*Your assignment:* Lines with "linecap" in the entries below: count them and reply with the number alone.

──────── Records provided

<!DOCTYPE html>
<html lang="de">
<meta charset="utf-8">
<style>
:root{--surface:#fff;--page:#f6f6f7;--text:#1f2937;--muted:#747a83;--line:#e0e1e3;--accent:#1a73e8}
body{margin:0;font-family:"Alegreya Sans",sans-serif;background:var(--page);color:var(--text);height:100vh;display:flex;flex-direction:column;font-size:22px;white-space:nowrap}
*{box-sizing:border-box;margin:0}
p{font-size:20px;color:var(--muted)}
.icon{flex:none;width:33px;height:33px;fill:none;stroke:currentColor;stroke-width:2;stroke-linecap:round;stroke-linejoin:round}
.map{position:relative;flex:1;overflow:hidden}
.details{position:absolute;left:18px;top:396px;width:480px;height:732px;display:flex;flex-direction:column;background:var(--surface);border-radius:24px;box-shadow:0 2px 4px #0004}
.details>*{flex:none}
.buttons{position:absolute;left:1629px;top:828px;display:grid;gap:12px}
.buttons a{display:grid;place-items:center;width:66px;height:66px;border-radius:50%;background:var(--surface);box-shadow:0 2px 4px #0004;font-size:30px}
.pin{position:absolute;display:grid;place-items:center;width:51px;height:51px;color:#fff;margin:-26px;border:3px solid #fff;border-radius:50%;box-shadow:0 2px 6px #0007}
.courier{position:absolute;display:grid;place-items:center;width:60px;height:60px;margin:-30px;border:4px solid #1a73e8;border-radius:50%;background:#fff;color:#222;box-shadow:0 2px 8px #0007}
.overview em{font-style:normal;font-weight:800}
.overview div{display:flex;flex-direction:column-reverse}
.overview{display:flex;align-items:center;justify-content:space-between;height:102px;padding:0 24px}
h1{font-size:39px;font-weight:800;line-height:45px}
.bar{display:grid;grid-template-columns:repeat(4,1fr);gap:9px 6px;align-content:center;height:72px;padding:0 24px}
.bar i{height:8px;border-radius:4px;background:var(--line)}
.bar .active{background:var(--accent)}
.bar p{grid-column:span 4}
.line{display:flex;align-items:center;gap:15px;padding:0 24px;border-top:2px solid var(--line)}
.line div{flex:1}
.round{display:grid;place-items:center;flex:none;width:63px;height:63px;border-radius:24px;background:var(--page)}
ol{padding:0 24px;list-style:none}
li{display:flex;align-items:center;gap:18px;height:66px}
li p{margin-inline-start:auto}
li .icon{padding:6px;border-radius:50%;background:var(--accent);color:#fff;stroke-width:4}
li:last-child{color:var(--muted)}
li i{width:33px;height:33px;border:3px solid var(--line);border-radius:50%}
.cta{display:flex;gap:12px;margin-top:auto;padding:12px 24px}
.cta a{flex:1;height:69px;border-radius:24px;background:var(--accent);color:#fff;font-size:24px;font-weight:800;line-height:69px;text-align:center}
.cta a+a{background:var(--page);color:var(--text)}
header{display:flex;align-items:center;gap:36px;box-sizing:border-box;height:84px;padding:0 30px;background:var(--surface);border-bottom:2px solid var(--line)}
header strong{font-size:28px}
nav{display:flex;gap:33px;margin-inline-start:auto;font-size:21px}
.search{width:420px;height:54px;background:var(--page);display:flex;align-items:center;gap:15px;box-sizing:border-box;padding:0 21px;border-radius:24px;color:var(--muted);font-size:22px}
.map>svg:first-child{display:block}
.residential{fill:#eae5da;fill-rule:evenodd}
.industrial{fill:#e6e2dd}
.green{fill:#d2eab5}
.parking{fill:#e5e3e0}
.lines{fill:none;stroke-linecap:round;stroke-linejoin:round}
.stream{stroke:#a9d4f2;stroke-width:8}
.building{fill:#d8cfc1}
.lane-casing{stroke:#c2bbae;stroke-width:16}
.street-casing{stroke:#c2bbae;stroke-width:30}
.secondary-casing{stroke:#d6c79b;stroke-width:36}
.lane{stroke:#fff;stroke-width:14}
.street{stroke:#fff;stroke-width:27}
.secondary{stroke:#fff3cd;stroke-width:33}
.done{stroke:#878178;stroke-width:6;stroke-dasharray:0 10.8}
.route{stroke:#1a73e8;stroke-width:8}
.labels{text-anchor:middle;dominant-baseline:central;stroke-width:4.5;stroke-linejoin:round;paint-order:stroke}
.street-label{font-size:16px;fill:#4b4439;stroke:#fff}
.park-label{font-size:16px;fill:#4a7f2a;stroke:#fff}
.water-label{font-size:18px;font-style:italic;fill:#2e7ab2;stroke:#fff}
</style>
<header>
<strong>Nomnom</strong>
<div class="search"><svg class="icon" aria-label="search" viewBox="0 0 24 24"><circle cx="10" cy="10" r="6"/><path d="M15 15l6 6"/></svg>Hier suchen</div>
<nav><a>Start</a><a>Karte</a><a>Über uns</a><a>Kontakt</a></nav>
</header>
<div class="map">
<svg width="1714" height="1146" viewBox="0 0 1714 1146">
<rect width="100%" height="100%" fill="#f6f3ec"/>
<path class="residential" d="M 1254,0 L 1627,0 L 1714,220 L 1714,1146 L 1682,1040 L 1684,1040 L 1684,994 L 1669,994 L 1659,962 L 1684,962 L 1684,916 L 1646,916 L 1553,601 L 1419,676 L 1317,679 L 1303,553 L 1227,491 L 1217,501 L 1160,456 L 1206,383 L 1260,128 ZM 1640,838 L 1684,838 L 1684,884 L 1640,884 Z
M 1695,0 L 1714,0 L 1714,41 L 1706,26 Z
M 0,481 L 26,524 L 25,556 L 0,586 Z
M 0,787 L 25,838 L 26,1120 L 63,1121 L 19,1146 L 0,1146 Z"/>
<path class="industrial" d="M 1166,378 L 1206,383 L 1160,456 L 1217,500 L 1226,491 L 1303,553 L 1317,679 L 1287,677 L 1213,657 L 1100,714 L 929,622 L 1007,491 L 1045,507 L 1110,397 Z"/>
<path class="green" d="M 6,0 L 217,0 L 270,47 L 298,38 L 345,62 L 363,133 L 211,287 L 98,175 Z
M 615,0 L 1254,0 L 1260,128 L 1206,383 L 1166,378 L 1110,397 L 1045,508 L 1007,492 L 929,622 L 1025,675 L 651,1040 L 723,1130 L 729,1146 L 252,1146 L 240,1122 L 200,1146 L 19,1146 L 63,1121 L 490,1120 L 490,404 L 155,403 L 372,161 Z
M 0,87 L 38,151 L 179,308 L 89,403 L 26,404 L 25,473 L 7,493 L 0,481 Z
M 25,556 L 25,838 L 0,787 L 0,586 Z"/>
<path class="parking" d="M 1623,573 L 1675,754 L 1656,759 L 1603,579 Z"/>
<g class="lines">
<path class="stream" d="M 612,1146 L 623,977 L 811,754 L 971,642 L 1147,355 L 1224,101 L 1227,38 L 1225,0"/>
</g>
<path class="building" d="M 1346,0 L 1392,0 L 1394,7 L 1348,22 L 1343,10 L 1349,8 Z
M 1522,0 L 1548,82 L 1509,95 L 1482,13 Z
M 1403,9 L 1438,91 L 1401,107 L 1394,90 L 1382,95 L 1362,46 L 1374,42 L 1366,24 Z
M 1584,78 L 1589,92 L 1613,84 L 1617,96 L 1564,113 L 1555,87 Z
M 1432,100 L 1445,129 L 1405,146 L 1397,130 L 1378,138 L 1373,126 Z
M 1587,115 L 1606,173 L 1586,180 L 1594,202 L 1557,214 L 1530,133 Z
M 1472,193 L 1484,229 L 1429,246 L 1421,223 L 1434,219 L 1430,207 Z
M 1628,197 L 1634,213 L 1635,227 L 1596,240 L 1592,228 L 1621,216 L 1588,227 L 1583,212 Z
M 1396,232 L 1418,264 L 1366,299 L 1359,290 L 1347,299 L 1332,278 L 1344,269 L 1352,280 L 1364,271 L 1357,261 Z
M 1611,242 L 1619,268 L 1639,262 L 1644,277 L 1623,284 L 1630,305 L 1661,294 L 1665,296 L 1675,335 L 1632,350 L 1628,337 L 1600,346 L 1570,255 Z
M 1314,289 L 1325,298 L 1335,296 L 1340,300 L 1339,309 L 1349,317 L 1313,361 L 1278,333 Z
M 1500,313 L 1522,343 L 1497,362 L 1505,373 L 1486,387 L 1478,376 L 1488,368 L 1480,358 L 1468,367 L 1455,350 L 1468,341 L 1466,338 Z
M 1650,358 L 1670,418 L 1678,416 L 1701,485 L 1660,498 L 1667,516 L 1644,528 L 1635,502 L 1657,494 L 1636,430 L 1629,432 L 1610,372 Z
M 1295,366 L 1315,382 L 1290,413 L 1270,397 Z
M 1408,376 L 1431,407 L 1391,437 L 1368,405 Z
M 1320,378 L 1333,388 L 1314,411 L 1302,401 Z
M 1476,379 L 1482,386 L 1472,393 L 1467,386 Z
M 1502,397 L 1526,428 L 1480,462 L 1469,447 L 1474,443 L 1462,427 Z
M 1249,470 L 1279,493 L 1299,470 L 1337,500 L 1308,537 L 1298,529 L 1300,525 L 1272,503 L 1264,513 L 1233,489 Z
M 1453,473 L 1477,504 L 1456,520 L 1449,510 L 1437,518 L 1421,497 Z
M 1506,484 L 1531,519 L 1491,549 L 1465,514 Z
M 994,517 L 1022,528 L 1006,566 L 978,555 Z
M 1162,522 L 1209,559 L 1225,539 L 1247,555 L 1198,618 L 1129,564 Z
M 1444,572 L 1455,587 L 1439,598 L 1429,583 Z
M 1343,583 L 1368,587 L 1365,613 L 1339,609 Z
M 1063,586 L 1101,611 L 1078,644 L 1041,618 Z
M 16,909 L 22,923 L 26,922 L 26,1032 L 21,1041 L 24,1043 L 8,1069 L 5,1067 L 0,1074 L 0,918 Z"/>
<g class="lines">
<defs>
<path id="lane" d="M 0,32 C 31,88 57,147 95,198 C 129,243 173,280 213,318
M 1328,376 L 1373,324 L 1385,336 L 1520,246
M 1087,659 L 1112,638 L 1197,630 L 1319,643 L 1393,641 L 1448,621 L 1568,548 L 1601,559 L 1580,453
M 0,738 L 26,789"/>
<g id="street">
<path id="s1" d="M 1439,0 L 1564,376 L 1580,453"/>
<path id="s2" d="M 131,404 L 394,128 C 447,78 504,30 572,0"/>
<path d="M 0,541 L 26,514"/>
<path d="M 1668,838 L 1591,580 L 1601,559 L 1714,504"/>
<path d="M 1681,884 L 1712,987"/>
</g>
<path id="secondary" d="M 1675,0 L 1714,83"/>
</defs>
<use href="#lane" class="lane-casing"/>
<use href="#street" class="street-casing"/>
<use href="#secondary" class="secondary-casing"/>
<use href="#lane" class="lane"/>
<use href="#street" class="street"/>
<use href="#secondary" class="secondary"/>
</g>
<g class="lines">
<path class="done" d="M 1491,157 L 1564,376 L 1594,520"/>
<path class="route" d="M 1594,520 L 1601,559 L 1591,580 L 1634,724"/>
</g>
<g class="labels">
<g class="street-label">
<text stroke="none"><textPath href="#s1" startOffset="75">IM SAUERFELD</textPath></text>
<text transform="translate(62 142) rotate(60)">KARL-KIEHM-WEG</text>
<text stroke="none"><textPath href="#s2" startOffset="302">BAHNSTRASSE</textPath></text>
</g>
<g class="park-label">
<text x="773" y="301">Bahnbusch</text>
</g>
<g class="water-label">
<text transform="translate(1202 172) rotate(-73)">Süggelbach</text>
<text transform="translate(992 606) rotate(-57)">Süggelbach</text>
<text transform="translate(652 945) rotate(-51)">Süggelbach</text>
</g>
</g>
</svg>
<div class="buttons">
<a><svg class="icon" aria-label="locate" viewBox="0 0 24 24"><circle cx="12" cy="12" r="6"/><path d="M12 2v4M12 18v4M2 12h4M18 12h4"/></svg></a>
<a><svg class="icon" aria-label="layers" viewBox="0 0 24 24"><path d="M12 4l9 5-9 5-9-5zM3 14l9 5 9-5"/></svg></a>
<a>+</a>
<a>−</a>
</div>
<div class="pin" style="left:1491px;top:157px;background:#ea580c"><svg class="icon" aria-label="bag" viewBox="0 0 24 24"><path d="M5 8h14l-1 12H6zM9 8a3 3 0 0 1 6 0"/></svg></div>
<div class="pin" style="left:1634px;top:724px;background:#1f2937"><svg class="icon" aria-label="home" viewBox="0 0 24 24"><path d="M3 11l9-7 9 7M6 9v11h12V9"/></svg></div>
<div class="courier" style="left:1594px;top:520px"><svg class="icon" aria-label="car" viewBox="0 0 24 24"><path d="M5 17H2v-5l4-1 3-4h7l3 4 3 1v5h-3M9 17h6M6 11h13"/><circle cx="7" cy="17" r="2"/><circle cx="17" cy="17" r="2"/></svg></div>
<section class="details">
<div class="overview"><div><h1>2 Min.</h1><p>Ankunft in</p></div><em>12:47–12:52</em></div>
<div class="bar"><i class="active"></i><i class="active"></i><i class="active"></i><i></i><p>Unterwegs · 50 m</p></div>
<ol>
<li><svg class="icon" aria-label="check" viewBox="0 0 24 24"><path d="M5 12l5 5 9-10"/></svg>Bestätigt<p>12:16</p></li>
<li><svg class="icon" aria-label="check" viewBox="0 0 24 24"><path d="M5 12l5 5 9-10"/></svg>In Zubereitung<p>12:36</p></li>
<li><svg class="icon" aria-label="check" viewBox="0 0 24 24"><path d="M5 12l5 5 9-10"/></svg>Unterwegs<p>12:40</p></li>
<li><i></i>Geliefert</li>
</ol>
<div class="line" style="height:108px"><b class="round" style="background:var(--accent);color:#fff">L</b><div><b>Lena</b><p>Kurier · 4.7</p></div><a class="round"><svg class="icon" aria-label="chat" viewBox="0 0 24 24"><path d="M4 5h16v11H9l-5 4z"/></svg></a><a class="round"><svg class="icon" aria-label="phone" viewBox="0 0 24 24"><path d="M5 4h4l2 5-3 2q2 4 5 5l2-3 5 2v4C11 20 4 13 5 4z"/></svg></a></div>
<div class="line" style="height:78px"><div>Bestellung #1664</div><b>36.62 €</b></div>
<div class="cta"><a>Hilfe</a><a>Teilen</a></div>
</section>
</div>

────────────────

*Exercise response:* 2